EXERCISE DIRECTIONS: Begin at the line below that has "M 0,842 L 9,839" and stop after the line that has "M 343,1109 L 400,1098". Please restate only those lines, word for word.

>>>

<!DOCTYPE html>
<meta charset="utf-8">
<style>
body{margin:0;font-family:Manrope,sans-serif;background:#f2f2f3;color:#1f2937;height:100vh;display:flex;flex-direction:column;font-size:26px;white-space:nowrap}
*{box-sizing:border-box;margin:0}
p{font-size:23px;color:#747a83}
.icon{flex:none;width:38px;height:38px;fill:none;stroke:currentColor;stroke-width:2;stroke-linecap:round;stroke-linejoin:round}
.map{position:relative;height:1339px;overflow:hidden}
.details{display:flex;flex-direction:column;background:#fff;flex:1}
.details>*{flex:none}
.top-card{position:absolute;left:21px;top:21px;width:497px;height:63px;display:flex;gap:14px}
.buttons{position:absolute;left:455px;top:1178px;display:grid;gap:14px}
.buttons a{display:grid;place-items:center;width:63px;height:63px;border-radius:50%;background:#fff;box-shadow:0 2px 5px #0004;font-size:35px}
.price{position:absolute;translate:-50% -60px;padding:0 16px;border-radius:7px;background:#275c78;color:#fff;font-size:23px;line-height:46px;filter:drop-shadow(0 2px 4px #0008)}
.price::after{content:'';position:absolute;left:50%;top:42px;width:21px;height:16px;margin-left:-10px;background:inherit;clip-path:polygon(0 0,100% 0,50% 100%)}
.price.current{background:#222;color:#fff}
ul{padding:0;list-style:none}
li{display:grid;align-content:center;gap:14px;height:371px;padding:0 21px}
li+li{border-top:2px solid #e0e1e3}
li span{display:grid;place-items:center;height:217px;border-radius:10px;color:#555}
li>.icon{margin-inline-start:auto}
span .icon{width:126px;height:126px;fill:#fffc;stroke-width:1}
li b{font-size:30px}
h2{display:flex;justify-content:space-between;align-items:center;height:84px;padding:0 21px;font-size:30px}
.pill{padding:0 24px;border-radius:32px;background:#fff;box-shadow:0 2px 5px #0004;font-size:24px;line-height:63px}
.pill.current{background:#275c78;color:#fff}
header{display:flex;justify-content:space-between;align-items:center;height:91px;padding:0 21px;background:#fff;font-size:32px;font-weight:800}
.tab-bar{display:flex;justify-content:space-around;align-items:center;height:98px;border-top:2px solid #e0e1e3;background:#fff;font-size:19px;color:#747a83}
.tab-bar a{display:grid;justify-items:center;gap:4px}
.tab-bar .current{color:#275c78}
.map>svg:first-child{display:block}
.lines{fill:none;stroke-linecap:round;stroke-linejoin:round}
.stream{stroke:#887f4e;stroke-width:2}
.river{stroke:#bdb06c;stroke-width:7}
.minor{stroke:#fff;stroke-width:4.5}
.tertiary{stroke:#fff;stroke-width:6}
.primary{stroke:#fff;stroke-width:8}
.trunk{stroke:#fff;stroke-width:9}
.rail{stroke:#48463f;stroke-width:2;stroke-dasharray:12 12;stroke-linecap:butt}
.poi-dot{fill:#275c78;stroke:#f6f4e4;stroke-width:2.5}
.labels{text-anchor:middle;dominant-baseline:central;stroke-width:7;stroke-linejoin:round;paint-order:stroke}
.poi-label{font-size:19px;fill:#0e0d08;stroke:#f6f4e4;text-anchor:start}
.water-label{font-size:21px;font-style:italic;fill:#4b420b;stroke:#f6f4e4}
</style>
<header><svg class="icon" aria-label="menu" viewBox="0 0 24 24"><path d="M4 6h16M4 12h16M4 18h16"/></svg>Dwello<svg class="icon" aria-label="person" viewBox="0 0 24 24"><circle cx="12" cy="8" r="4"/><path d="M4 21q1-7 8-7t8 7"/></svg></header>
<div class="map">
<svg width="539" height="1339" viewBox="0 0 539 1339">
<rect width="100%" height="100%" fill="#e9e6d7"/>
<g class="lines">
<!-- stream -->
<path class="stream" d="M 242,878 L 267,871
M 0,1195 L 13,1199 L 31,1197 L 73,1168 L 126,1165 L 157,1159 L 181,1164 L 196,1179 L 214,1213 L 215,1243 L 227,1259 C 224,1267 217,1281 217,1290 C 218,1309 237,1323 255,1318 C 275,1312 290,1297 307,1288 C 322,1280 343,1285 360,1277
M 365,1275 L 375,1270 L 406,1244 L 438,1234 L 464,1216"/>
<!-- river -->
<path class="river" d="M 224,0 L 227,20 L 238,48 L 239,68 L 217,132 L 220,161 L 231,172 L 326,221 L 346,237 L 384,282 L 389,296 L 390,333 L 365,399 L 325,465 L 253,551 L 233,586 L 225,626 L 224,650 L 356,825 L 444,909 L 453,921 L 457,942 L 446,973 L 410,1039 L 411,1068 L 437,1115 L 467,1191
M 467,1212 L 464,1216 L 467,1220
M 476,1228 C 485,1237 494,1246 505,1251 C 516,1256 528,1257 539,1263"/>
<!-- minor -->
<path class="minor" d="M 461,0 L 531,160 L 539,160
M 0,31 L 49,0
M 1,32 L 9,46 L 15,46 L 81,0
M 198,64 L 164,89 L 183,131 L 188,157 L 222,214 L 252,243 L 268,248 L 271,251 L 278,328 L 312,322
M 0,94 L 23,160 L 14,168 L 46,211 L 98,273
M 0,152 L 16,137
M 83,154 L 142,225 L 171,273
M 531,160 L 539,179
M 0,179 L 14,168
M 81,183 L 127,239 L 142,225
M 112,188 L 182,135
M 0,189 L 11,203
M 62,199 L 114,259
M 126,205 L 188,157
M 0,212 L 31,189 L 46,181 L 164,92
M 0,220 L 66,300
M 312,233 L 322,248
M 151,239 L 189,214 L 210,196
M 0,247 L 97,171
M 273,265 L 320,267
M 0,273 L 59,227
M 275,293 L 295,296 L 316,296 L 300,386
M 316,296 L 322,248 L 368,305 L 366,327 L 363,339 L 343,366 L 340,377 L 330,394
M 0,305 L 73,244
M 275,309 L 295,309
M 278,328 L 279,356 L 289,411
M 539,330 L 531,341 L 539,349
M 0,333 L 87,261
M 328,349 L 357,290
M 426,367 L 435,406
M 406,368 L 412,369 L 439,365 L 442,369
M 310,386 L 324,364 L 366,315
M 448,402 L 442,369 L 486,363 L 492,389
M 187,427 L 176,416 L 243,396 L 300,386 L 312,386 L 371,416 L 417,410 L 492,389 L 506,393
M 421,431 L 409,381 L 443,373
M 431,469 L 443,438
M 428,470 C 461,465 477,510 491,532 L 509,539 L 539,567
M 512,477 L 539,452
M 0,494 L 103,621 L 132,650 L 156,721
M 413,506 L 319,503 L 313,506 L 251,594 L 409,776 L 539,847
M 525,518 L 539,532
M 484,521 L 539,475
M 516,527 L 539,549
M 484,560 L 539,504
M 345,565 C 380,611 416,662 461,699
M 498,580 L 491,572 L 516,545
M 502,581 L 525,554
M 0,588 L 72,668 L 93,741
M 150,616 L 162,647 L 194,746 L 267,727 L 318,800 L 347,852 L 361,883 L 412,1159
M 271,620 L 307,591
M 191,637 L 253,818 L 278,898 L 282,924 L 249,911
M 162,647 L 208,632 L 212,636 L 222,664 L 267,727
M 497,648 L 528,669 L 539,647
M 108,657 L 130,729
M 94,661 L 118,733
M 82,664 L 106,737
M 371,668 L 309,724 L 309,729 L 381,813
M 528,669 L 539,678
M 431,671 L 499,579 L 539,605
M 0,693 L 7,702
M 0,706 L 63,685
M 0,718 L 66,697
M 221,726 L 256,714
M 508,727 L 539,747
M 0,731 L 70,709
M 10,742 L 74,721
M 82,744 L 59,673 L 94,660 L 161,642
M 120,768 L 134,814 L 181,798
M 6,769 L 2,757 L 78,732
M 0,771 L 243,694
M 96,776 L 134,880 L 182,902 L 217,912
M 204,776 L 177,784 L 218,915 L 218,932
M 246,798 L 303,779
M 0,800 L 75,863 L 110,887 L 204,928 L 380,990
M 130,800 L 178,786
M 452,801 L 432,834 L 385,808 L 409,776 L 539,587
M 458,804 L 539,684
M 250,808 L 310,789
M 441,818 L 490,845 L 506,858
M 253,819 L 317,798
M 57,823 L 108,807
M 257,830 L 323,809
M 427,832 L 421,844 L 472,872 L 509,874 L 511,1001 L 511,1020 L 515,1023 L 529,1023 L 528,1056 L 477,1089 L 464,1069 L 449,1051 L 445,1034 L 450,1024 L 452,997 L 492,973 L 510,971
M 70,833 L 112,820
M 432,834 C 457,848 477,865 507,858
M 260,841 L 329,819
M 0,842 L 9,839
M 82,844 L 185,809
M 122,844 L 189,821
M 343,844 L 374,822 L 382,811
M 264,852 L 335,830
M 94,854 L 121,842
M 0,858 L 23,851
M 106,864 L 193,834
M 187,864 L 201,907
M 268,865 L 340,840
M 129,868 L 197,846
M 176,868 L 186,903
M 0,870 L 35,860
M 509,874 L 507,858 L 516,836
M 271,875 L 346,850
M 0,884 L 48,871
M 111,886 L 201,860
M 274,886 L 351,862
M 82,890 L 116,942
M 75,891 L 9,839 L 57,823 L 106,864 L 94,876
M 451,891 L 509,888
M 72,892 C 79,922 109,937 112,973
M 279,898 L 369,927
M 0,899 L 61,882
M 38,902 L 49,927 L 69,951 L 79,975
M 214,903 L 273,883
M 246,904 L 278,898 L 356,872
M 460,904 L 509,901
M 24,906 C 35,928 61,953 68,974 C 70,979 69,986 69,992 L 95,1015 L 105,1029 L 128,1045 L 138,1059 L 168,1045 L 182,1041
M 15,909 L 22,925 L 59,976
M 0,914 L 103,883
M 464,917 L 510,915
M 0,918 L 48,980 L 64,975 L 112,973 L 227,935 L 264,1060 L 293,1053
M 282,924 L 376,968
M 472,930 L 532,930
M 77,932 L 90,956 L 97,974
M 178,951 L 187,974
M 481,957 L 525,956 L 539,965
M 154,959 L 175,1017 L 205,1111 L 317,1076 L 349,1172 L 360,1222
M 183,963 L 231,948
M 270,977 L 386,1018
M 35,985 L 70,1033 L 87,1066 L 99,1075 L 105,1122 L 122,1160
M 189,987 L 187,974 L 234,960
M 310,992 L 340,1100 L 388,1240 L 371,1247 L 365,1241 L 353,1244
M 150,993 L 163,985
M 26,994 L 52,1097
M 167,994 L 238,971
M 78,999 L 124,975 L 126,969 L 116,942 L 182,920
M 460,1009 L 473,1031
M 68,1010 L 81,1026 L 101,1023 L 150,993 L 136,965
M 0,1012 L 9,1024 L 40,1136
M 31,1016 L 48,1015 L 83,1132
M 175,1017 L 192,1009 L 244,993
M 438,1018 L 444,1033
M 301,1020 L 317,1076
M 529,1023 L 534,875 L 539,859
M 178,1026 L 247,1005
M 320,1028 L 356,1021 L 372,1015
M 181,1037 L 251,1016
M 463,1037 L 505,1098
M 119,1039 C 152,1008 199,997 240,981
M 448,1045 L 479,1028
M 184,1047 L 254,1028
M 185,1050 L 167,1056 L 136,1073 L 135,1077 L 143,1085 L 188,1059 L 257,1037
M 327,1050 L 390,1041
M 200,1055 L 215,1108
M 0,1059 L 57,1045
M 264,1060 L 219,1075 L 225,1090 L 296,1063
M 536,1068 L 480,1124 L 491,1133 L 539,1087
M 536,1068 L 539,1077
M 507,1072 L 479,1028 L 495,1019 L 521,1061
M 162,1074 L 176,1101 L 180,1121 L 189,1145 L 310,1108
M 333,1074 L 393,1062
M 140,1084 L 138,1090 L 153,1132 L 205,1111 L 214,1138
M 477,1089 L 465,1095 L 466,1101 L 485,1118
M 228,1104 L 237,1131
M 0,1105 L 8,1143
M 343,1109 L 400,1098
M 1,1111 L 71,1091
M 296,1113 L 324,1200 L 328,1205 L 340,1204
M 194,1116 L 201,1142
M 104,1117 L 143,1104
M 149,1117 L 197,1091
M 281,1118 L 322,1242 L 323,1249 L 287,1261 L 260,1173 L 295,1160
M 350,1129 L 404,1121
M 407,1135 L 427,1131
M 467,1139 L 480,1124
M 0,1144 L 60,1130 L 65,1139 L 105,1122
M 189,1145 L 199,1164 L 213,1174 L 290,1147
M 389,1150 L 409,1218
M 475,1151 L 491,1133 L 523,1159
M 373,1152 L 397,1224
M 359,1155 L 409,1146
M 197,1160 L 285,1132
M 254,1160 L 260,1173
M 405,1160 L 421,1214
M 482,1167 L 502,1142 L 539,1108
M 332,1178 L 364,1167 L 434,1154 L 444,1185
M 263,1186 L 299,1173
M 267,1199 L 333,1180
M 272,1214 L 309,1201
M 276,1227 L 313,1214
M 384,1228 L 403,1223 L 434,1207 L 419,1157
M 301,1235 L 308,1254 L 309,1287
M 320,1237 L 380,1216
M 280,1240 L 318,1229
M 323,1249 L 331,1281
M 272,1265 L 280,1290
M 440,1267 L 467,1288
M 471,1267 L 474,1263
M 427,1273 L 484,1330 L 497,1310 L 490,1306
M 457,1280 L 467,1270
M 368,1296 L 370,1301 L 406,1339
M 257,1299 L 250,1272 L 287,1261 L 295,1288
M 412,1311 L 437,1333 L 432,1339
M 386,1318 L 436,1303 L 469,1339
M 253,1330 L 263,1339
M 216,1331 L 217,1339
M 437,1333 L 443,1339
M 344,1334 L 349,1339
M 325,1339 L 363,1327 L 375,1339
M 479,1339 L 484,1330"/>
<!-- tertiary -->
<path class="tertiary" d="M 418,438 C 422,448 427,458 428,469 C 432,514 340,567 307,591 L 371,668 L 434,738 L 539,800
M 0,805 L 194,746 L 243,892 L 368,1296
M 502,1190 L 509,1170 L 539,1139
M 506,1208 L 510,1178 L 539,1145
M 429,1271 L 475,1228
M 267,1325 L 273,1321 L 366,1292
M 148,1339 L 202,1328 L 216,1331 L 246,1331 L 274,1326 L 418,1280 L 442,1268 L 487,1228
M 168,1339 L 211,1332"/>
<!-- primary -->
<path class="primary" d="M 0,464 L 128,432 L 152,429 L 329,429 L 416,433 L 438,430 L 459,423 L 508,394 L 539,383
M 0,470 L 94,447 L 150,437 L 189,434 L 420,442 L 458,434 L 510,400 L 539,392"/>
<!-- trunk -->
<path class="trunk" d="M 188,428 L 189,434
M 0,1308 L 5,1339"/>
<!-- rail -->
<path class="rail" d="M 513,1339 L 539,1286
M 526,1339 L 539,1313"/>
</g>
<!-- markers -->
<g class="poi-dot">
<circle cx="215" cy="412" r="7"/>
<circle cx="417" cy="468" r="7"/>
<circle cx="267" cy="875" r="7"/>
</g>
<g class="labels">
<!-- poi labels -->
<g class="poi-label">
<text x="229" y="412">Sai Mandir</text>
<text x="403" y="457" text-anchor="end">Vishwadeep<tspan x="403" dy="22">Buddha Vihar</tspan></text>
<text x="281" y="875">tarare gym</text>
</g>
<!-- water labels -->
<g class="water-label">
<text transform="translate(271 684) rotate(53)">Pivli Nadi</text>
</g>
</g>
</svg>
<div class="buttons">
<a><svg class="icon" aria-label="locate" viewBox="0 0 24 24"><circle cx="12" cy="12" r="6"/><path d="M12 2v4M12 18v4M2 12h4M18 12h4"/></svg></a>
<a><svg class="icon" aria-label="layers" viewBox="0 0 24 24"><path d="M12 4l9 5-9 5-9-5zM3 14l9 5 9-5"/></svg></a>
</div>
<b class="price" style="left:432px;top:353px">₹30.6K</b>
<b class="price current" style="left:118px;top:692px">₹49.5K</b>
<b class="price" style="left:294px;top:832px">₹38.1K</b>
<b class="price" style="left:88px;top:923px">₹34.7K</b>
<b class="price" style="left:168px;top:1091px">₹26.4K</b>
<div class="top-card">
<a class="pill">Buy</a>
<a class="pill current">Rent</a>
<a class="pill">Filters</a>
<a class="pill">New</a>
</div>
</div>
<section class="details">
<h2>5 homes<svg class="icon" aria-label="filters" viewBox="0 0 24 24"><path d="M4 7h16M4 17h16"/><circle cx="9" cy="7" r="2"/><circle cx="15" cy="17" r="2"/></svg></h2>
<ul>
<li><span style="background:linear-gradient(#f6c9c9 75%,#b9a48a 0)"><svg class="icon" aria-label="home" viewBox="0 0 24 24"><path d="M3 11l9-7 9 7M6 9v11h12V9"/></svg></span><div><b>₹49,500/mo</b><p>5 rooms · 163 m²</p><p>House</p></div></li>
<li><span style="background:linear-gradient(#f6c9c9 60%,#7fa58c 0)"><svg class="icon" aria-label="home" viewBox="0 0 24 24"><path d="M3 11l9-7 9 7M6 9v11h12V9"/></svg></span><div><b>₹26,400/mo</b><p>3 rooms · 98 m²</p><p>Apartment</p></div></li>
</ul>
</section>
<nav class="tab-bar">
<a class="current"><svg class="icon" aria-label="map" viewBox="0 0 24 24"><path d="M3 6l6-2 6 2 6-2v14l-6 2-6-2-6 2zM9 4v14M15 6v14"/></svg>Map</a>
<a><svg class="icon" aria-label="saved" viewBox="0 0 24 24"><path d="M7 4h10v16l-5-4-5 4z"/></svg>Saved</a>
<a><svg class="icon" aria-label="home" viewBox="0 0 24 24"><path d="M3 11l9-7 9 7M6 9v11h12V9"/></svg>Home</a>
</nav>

<<<

RESULT FOR THIS TASK:
M 0,842 L 9,839
M 82,844 L 185,809
M 122,844 L 189,821
M 343,844 L 374,822 L 382,811
M 264,852 L 335,830
M 94,854 L 121,842
M 0,858 L 23,851
M 106,864 L 193,834
M 187,864 L 201,907
M 268,865 L 340,840
M 129,868 L 197,846
M 176,868 L 186,903
M 0,870 L 35,860
M 509,874 L 507,858 L 516,836
M 271,875 L 346,850
M 0,884 L 48,871
M 111,886 L 201,860
M 274,886 L 351,862
M 82,890 L 116,942
M 75,891 L 9,839 L 57,823 L 106,864 L 94,876
M 451,891 L 509,888
M 72,892 C 79,922 109,937 112,973
M 279,898 L 369,927
M 0,899 L 61,882
M 38,902 L 49,927 L 69,951 L 79,975
M 214,903 L 273,883
M 246,904 L 278,898 L 356,872
M 460,904 L 509,901
M 24,906 C 35,928 61,953 68,974 C 70,979 69,986 69,992 L 95,1015 L 105,1029 L 128,1045 L 138,1059 L 168,1045 L 182,1041
M 15,909 L 22,925 L 59,976
M 0,914 L 103,883
M 464,917 L 510,915
M 0,918 L 48,980 L 64,975 L 112,973 L 227,935 L 264,1060 L 293,1053
M 282,924 L 376,968
M 472,930 L 532,930
M 77,932 L 90,956 L 97,974
M 178,951 L 187,974
M 481,957 L 525,956 L 539,965
M 154,959 L 175,1017 L 205,1111 L 317,1076 L 349,1172 L 360,1222
M 183,963 L 231,948
M 270,977 L 386,1018
M 35,985 L 70,1033 L 87,1066 L 99,1075 L 105,1122 L 122,1160
M 189,987 L 187,974 L 234,960
M 310,992 L 340,1100 L 388,1240 L 371,1247 L 365,1241 L 353,1244
M 150,993 L 163,985
M 26,994 L 52,1097
M 167,994 L 238,971
M 78,999 L 124,975 L 126,969 L 116,942 L 182,920
M 460,1009 L 473,1031
M 68,1010 L 81,1026 L 101,1023 L 150,993 L 136,965
M 0,1012 L 9,1024 L 40,1136
M 31,1016 L 48,1015 L 83,1132
M 175,1017 L 192,1009 L 244,993
M 438,1018 L 444,1033
M 301,1020 L 317,1076
M 529,1023 L 534,875 L 539,859
M 178,1026 L 247,1005
M 320,1028 L 356,1021 L 372,1015
M 181,1037 L 251,1016
M 463,1037 L 505,1098
M 119,1039 C 152,1008 199,997 240,981
M 448,1045 L 479,1028
M 184,1047 L 254,1028
M 185,1050 L 167,1056 L 136,1073 L 135,1077 L 143,1085 L 188,1059 L 257,1037
M 327,1050 L 390,1041
M 200,1055 L 215,1108
M 0,1059 L 57,1045
M 264,1060 L 219,1075 L 225,1090 L 296,1063
M 536,1068 L 480,1124 L 491,1133 L 539,1087
M 536,1068 L 539,1077
M 507,1072 L 479,1028 L 495,1019 L 521,1061
M 162,1074 L 176,1101 L 180,1121 L 189,1145 L 310,1108
M 333,1074 L 393,1062
M 140,1084 L 138,1090 L 153,1132 L 205,1111 L 214,1138
M 477,1089 L 465,1095 L 466,1101 L 485,1118
M 228,1104 L 237,1131
M 0,1105 L 8,1143
M 343,1109 L 400,1098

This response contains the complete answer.